Survei terbaru Charta Politika menunjukkan rasa kepuasan masyarakat kurang tinggi terhadap kinerja menteri Kabinet Indonesia Maju. Menurut temuan survei, hanya 50,1 persen masyarakat yang puas terhadap kinerja menteri pemerintahan Jokowi-Ma'ruf.
Sementara 43,9 persen lainnya mengaku tak puas dan 6 persen tidak tahu. Tingkat kepuasan ini pun cukup jauh dengan kepuasan terhadap kinerja Presiden Jokowi. Kepuasan masyarakat kepada kinerja Jokowi mencapai 62,9 persen.
"Ada gap yang sangat besar. 50,1 persen saja yang merasa puas. Harusnya linier dengan presiden. Bandingkan dengan 62,9 persen yang presiden," kata Direktur Eksekutif Charta Politika Yunarto Wijaya dalam paparan rilis survei secara virtual, Senin (25/4).
Berkaitan dengan hal ini, masyarakat setuju bahwa Jokowi perlu menggelar reshuffle kabinet. Ada 68,5 persen responden yang setuju reshuffle digelar, sementara hanya 18,2 persen yang tidak setuju dan 12,3 persen tidak tahu.
Menurut Yunarto, reshuffle dinilai masyarakat perlu untuk menyelesaikan persoalan yang ada. Ia menilai reshuffle kabinet dapat meningkatkan kepuasan masyarakat atas kinerja Jokowi.
"Saya kira ini sering kali diulas terutama saat pandemi. Sudah sering diisukan reshuffle bahkan saat Rabu Pon," ujarnya.
"Saya pikir reshuffle dianggap bisa jawab persoalan. Saya kira ini bisa jadi stimulus untuk naikkan kepuasan kepada Presiden setelah 2 kali turun," tandasnya.

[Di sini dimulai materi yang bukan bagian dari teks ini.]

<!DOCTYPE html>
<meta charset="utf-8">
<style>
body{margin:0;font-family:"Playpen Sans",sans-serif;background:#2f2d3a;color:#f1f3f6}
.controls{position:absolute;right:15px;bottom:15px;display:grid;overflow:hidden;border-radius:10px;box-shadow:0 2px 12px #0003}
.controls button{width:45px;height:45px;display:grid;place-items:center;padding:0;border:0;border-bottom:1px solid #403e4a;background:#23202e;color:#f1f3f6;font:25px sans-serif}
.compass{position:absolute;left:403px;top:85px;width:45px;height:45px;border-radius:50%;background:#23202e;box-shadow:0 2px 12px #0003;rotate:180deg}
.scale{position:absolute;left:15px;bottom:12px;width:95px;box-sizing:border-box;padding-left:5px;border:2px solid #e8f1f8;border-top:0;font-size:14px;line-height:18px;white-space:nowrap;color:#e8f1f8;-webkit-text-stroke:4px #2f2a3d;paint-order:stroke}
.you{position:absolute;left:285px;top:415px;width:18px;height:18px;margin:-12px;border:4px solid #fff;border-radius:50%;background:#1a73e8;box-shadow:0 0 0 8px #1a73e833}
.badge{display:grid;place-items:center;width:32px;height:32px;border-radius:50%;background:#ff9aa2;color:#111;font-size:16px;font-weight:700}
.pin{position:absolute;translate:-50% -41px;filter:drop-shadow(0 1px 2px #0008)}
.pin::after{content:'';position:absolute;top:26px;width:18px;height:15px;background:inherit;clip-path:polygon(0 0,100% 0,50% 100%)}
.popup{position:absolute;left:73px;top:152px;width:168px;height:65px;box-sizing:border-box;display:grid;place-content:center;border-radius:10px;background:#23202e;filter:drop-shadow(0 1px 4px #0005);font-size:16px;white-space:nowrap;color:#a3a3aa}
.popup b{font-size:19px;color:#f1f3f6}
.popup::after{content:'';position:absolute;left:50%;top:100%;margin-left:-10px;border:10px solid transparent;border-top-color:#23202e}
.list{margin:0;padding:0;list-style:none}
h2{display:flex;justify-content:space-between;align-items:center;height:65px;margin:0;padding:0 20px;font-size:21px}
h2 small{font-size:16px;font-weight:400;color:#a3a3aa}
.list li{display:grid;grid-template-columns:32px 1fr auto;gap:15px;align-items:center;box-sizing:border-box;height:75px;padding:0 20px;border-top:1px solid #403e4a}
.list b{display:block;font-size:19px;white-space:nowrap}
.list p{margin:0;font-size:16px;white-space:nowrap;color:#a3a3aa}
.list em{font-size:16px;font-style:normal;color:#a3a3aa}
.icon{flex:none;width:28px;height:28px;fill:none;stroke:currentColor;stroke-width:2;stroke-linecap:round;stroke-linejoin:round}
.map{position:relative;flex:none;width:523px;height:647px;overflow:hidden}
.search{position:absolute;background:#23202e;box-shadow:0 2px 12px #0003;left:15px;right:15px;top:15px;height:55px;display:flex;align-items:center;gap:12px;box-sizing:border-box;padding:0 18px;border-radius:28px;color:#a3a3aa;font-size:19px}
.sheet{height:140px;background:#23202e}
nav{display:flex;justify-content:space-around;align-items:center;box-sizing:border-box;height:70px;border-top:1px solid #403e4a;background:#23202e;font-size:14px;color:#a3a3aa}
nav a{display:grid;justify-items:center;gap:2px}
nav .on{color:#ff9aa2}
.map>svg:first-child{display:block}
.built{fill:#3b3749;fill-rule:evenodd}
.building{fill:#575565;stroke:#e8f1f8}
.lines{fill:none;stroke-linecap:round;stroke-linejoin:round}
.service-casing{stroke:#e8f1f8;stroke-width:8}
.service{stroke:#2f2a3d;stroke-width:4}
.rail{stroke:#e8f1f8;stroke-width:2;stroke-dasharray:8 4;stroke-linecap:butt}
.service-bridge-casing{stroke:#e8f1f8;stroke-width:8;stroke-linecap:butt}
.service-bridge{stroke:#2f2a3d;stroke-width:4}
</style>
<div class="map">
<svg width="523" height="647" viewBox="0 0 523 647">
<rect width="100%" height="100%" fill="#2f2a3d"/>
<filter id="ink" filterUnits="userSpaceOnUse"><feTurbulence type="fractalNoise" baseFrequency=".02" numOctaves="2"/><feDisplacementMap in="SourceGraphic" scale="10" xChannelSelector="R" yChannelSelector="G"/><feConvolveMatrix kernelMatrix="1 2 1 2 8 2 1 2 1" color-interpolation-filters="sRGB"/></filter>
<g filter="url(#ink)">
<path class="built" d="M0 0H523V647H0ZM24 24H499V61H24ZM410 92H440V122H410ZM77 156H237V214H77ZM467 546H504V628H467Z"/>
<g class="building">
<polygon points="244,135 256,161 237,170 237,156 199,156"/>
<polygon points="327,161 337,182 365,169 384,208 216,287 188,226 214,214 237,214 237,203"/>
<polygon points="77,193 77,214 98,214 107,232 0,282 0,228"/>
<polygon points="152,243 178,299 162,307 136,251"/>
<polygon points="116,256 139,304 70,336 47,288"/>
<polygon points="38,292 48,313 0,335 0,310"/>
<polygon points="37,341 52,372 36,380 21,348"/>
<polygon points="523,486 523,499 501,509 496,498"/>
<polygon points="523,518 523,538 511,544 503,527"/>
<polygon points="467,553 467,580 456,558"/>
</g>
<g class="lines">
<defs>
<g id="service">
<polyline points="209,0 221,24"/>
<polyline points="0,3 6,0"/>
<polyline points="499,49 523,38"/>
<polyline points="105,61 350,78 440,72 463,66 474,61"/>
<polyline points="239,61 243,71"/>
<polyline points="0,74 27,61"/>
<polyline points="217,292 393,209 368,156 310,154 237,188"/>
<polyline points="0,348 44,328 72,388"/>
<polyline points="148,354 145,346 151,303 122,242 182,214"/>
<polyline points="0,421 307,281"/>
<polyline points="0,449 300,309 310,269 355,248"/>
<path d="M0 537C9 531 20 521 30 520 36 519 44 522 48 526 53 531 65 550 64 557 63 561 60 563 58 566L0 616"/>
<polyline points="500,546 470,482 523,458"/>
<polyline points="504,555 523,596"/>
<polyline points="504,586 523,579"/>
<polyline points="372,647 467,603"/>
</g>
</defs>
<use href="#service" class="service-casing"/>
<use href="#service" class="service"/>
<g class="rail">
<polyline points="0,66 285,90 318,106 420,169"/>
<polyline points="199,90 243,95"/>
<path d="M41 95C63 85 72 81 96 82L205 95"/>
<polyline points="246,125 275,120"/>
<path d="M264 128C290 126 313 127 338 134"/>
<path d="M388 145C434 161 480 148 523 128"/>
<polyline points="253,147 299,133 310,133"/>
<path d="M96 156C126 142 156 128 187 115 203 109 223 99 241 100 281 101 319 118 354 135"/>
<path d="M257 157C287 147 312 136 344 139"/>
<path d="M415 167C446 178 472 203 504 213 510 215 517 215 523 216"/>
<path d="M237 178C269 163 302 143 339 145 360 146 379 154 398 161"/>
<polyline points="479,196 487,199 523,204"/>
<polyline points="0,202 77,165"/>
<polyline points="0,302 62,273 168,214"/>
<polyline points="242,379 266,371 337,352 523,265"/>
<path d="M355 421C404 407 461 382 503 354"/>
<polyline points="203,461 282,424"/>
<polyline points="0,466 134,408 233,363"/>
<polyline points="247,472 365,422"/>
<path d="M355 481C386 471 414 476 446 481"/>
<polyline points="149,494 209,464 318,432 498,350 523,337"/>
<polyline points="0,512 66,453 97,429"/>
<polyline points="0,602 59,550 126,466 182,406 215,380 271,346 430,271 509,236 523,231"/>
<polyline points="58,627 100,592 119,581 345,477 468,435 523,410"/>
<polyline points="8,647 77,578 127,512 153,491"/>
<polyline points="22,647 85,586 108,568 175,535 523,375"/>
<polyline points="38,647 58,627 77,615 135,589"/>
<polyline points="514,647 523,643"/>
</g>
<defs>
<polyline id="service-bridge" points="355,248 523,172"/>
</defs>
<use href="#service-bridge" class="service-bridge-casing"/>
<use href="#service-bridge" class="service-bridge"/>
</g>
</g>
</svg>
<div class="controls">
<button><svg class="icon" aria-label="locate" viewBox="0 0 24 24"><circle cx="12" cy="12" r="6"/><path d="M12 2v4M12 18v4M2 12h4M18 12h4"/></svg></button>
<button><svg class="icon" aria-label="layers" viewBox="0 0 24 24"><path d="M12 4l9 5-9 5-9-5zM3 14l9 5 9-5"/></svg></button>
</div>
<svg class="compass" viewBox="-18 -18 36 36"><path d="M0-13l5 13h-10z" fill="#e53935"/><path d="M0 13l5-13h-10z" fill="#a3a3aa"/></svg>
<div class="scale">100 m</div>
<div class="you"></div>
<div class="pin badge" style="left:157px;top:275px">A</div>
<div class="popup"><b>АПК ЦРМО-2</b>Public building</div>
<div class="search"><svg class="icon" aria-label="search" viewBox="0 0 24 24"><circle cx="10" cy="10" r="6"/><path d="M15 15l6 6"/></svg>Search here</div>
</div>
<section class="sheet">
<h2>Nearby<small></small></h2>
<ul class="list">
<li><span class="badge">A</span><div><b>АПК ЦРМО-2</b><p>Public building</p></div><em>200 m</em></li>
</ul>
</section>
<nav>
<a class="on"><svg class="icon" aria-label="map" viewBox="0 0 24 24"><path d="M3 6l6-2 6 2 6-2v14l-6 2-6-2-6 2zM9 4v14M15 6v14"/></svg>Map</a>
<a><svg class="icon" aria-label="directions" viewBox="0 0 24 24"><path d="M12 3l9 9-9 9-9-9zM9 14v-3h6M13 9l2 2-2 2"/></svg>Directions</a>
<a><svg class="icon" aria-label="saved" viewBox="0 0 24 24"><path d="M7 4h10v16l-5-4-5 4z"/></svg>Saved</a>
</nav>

Survei digelar secara nasional pada 10-17 April 2022. Sebanyak 1.220 responden dipilih secara acak bertingkat, hingga akhirnya mendapatkan responden terpilih dari 122 kelurahan di Indonesia. Margin of error survei diperkirakan +/- 2.83% pada tingkat kepercayaan 95%.